• Exercise:
Look through the entries for the string "names" and copy every line where it shows up.

• The data:
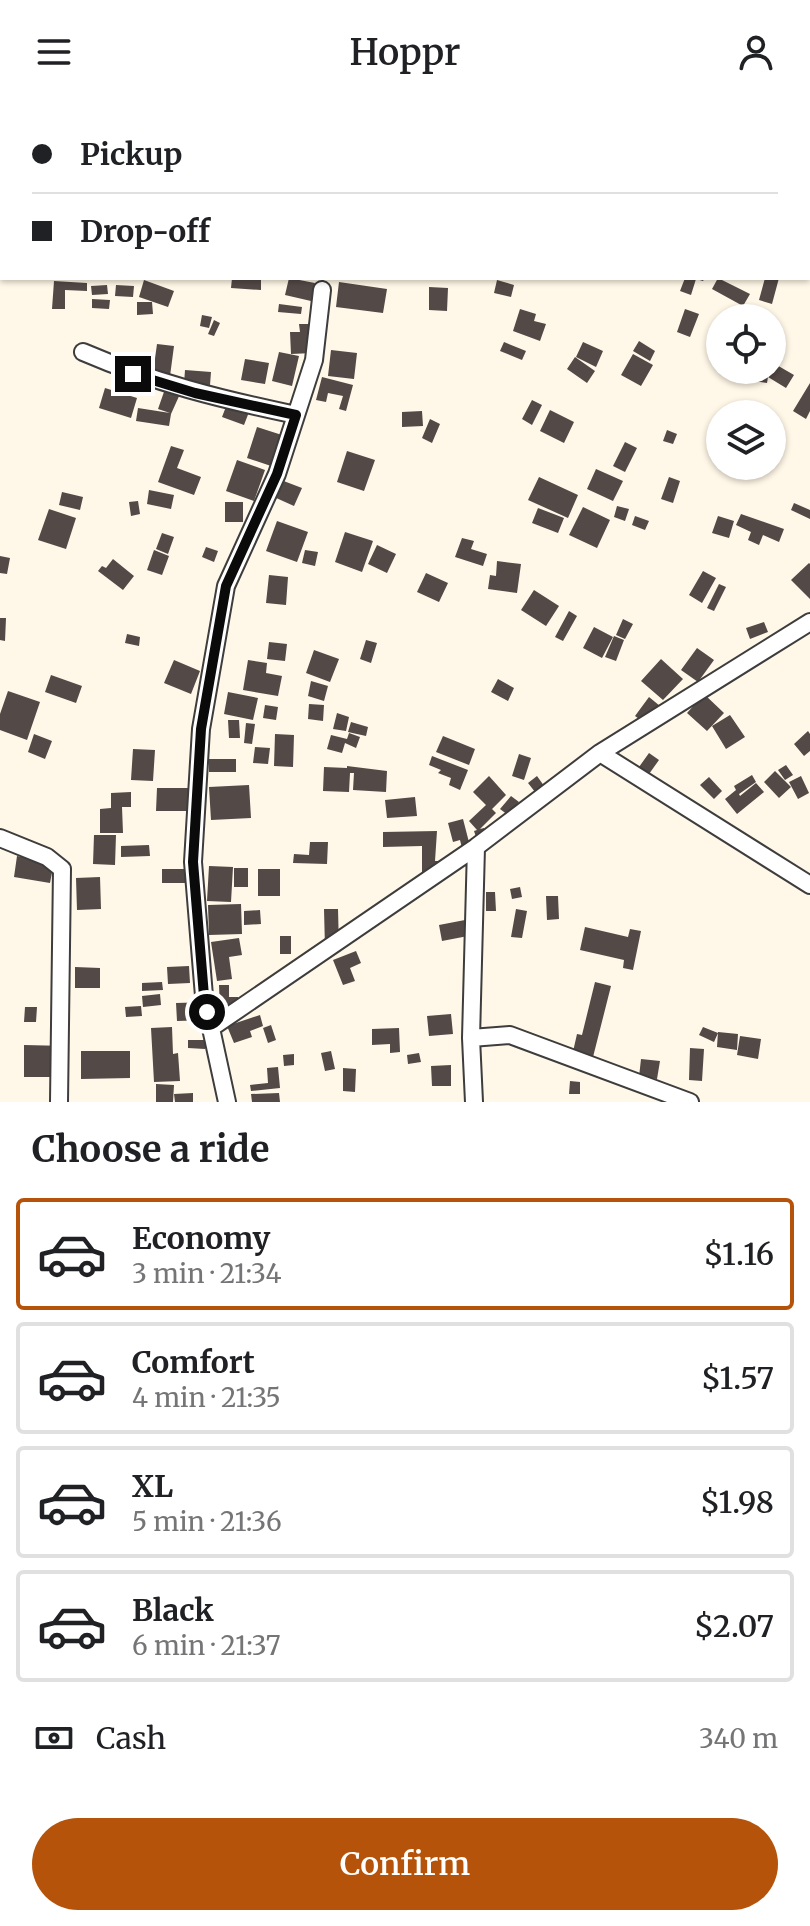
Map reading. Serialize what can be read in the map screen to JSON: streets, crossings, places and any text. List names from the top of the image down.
{
  "page": {
    "header": "Hoppr",
    "banner": ["Pickup", "Drop-off"],
    "heading": "Choose a ride",
    "list": [
      {
        "name": "Economy",
        "note": "3 min · 21:34",
        "value": "$1.16"
      },
      {
        "name": "Comfort",
        "note": "4 min · 21:35",
        "value": "$1.57"
      },
      {
        "name": "XL",
        "note": "5 min · 21:36",
        "value": "$1.98"
      },
      {
        "name": "Black",
        "note": "6 min · 21:37",
        "value": "$2.07"
      }
    ],
    "pay": ["Cash", "340 m"],
    "buttons": "Confirm"
  }
}
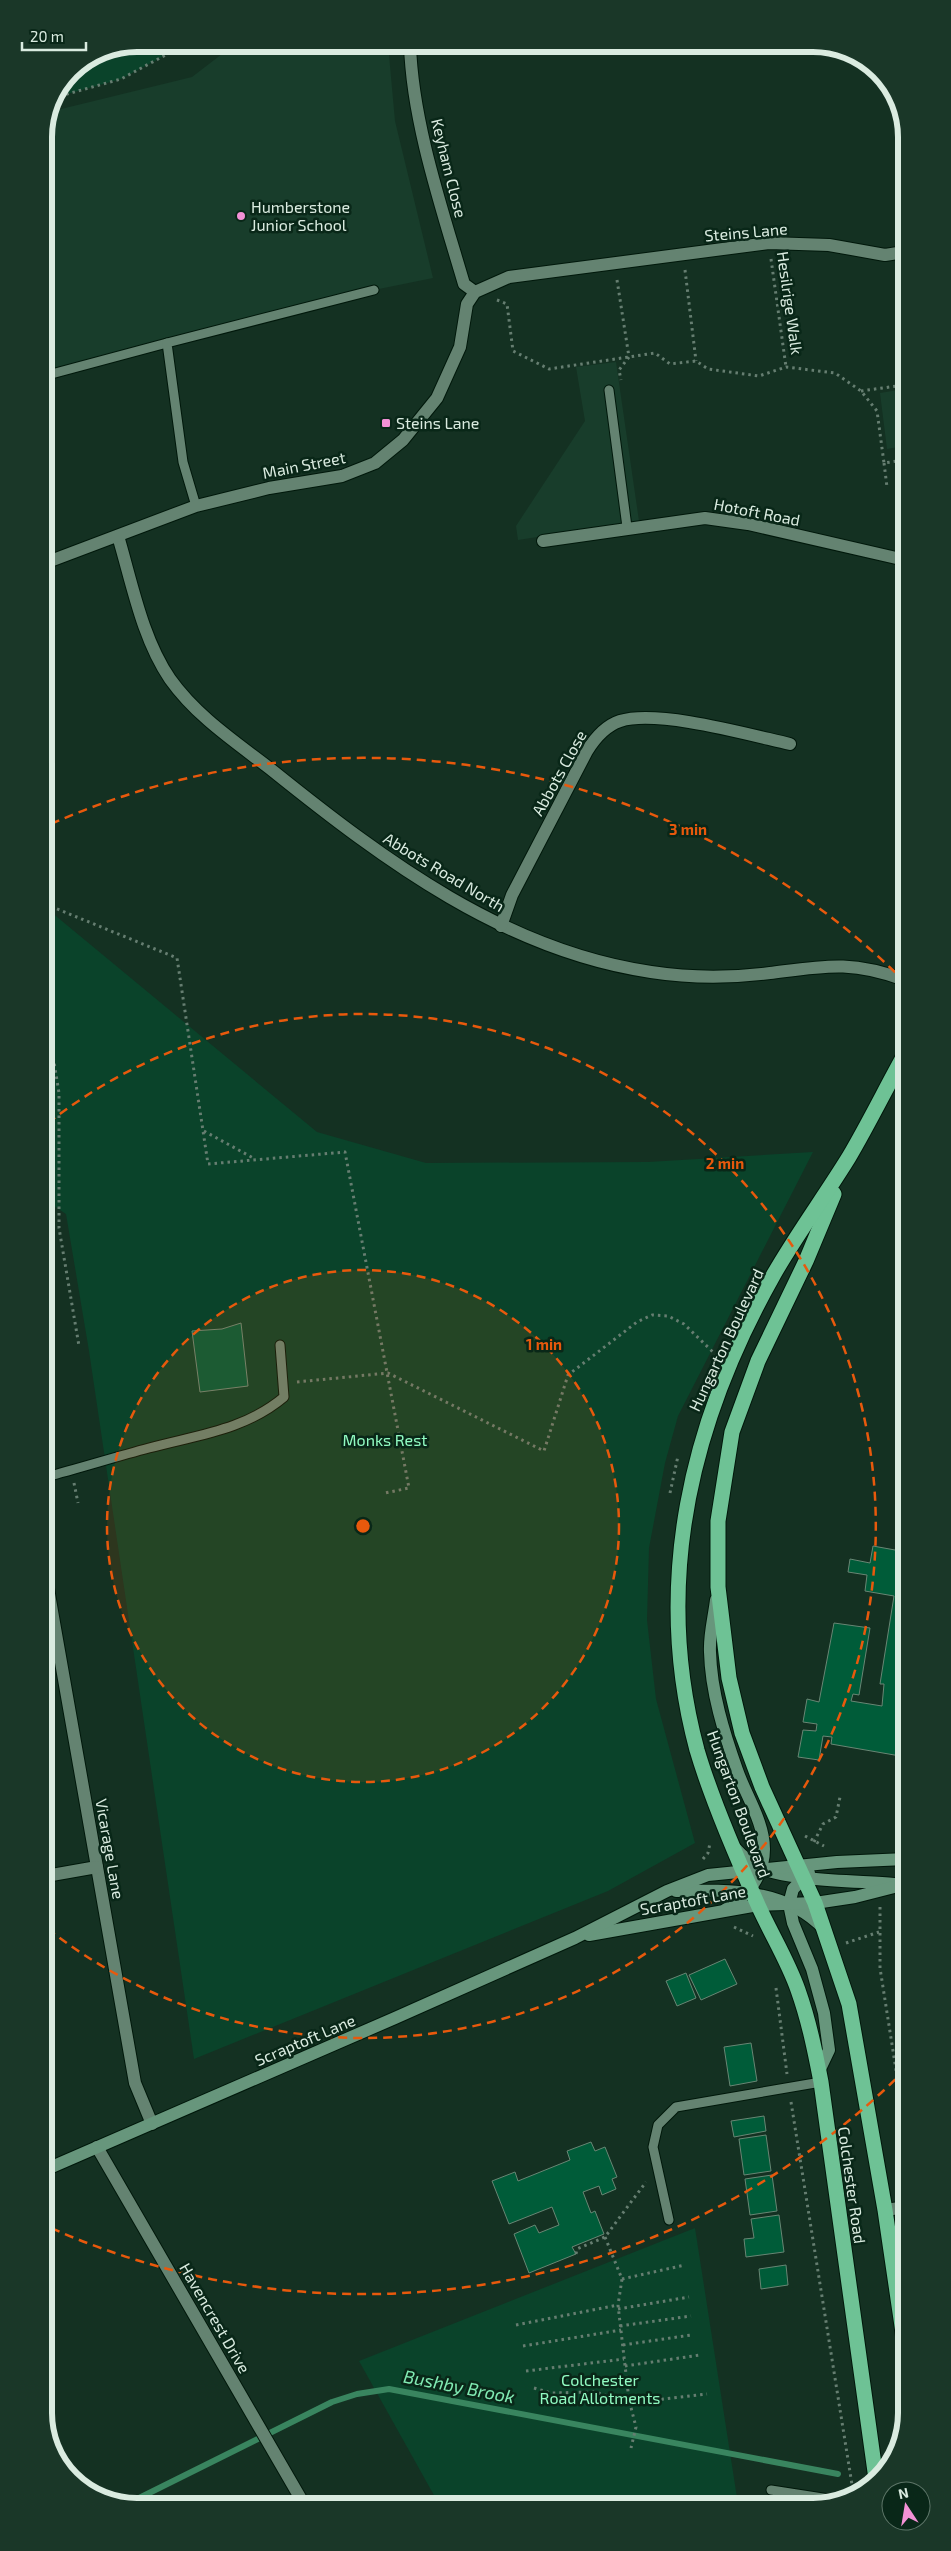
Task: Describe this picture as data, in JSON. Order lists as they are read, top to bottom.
{
  "streets": {
    "highway": ["Hungarton Boulevard", "Colchester Road"],
    "street": [
      "Keyham Close",
      "Steins Lane",
      "Main Street",
      "Hotoft Road",
      "Abbots Close",
      "Abbots Road North",
      "Vicarage Lane",
      "Scraptoft Lane",
      "Havencrest Drive"
    ],
    "path": ["Hesilrige Walk"]
  },
  "crossings": [
    ["Keyham Close", "Steins Lane"],
    ["Keyham Close", "Hesilrige Walk"],
    ["Keyham Close", "Main Street"],
    ["Steins Lane", "Hesilrige Walk"],
    ["Steins Lane", "Main Street"],
    ["Hesilrige Walk", "Main Street"],
    ["Main Street", "Abbots Road North"],
    ["Abbots Close", "Abbots Road North"],
    ["Hungarton Boulevard", "Scraptoft Lane"],
    ["Hungarton Boulevard", "Colchester Road"],
    ["Vicarage Lane", "Scraptoft Lane"],
    ["Scraptoft Lane", "Colchester Road"],
    ["Scraptoft Lane", "Havencrest Drive"]
  ],
  "water": ["Bushby Brook"],
  "parks": ["Monks Rest", "Colchester Road Allotments"],
  "places": {
    "other": ["Humberstone Junior School"],
    "transit": ["Steins Lane"]
  },
  "scale_bar": "20 m",
  "north": "top",
  "rings": ["3 min", "2 min", "1 min"]
}
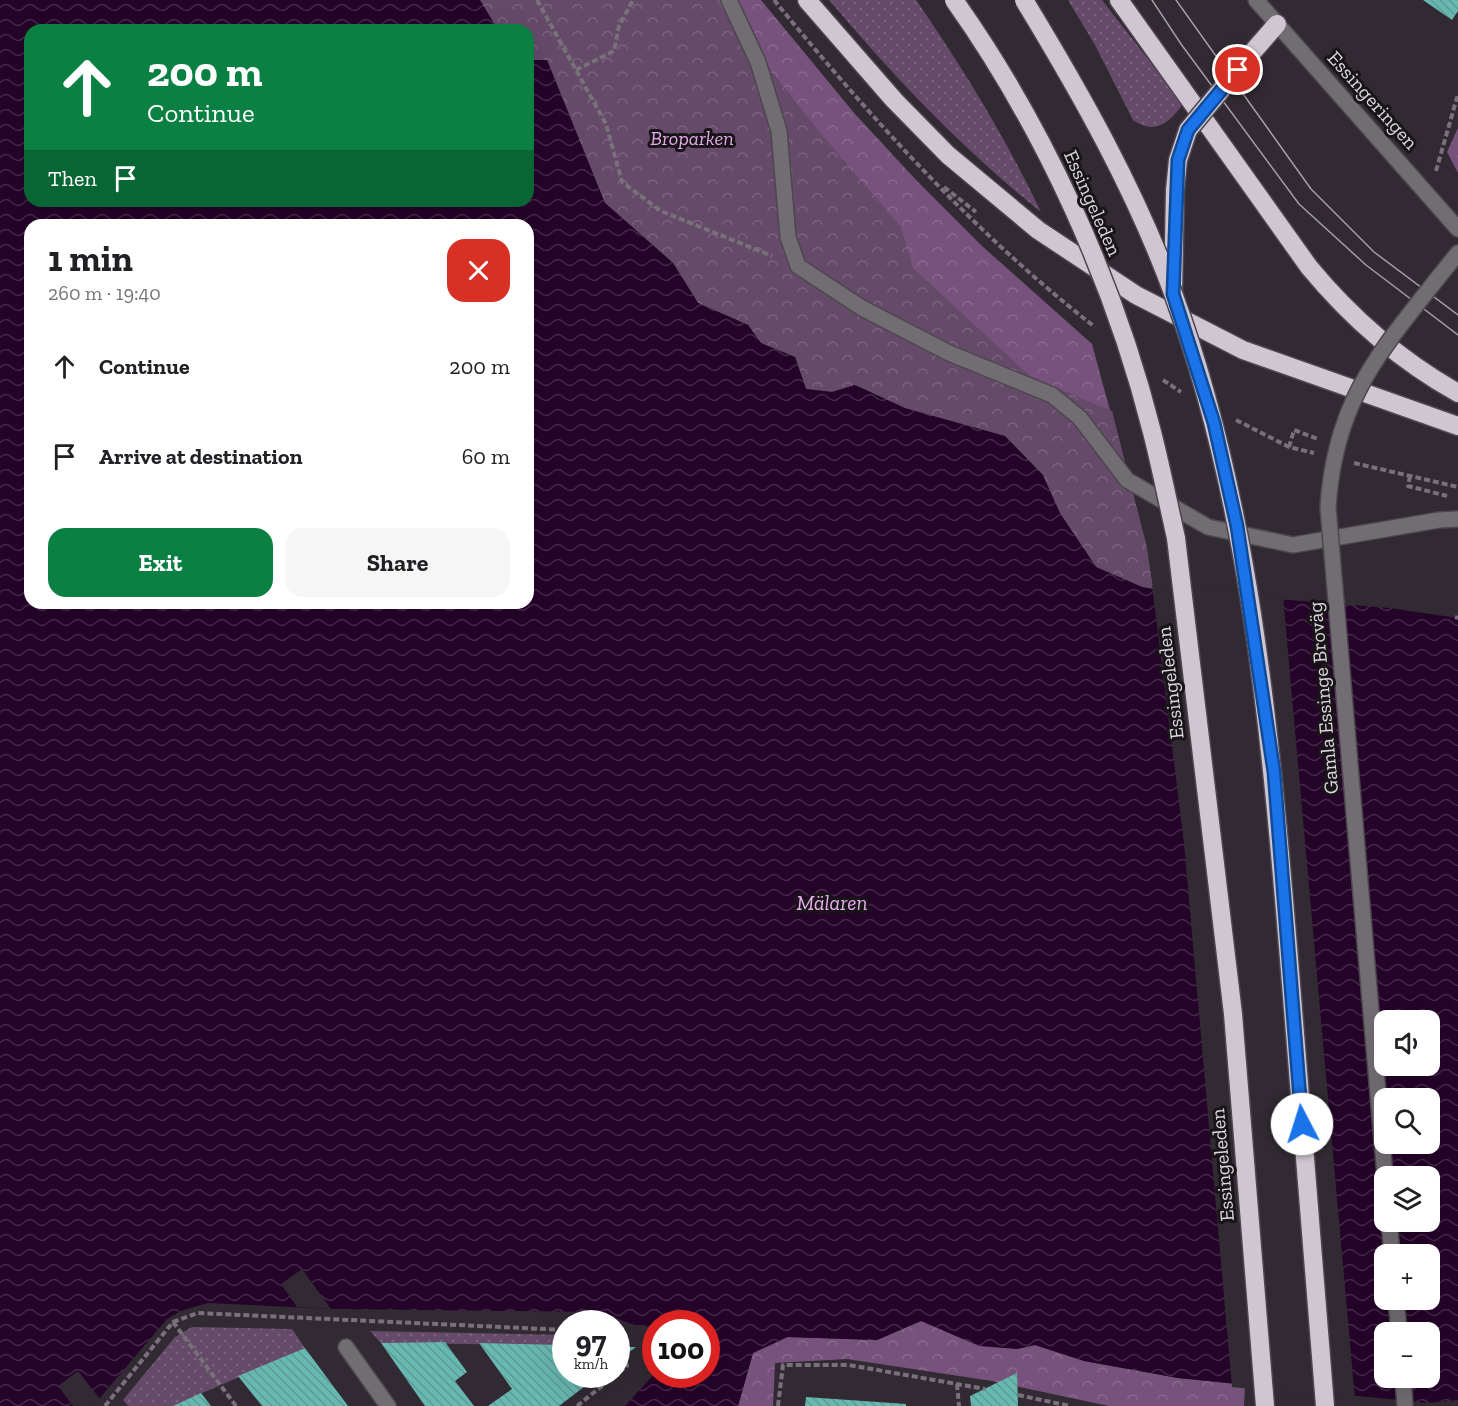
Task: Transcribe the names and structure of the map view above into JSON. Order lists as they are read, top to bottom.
{
  "streets": {
    "highway": ["Essingeleden"],
    "street": ["Essingeringen", "Gamla Essinge Broväg"]
  },
  "water": ["Mälaren"],
  "parks": ["Broparken"],
  "page": {
    "turn": ["200 m", "Continue"],
    "then": "Then",
    "heading": ["1 min", "260 m · 19:40"],
    "list": [
      {
        "name": "Continue",
        "value": "200 m"
      },
      {
        "name": "Arrive at destination",
        "value": "60 m"
      }
    ],
    "buttons": ["Exit", "Share"],
    "map_buttons": ["+", "−"],
    "speed": "97 km/h",
    "limit": "100"
  }
}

• Task result:
Map reading. Serialize what can be read in the map screen to JSON: streets, crossings, places and any text. List names from the top of the image down.
Task: Transcribe the names and structure of the map view above into JSON. Order lists as they are read, top to bottom.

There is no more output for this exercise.